> [EXERCISE REQUIREMENTS] Output must match the data below exactly from its first line through the line that contains "Draw a box around all street", with no other line.

Stored data entries
-------

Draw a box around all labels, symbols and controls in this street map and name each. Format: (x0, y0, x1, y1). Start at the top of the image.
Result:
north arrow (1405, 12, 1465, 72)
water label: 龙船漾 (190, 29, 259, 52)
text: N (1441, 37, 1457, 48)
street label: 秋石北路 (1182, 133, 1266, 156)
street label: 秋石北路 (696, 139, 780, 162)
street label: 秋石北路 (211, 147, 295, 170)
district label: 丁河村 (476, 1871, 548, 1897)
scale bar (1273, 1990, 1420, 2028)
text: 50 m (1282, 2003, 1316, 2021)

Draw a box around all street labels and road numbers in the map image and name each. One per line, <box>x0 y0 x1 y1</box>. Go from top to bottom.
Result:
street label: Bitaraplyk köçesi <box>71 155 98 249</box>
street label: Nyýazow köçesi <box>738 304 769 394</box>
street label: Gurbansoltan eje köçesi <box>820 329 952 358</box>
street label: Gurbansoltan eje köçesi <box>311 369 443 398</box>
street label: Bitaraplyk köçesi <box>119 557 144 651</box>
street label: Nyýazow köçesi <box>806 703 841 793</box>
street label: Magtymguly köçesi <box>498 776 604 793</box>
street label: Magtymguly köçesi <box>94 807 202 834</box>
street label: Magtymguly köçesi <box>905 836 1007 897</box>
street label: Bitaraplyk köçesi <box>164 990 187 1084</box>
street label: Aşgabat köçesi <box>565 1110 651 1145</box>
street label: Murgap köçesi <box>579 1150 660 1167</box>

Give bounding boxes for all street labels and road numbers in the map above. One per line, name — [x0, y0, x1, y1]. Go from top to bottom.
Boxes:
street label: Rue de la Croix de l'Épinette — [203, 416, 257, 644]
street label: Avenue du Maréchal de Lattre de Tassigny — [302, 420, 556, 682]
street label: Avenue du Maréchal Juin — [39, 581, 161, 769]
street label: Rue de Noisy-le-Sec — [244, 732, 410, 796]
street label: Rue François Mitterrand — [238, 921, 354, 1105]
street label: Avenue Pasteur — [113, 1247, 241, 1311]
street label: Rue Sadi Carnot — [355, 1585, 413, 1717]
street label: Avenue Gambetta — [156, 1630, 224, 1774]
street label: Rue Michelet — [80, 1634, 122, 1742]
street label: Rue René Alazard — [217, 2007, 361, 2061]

-------

> [ANSWER BOX]
Draw a box around all labels, symbols and controls in this street map and name each. Format: (x0, y0, x1, y1). Start at the top of the image.
Result:
north arrow (1405, 12, 1465, 72)
water label: 龙船漾 (190, 29, 259, 52)
text: N (1441, 37, 1457, 48)
street label: 秋石北路 (1182, 133, 1266, 156)
street label: 秋石北路 (696, 139, 780, 162)
street label: 秋石北路 (211, 147, 295, 170)
district label: 丁河村 (476, 1871, 548, 1897)
scale bar (1273, 1990, 1420, 2028)
text: 50 m (1282, 2003, 1316, 2021)

Draw a box around all street labels and road numbers in the map image and name each. One per line, <box>x0 y0 x1 y1</box>. Go from top to bottom.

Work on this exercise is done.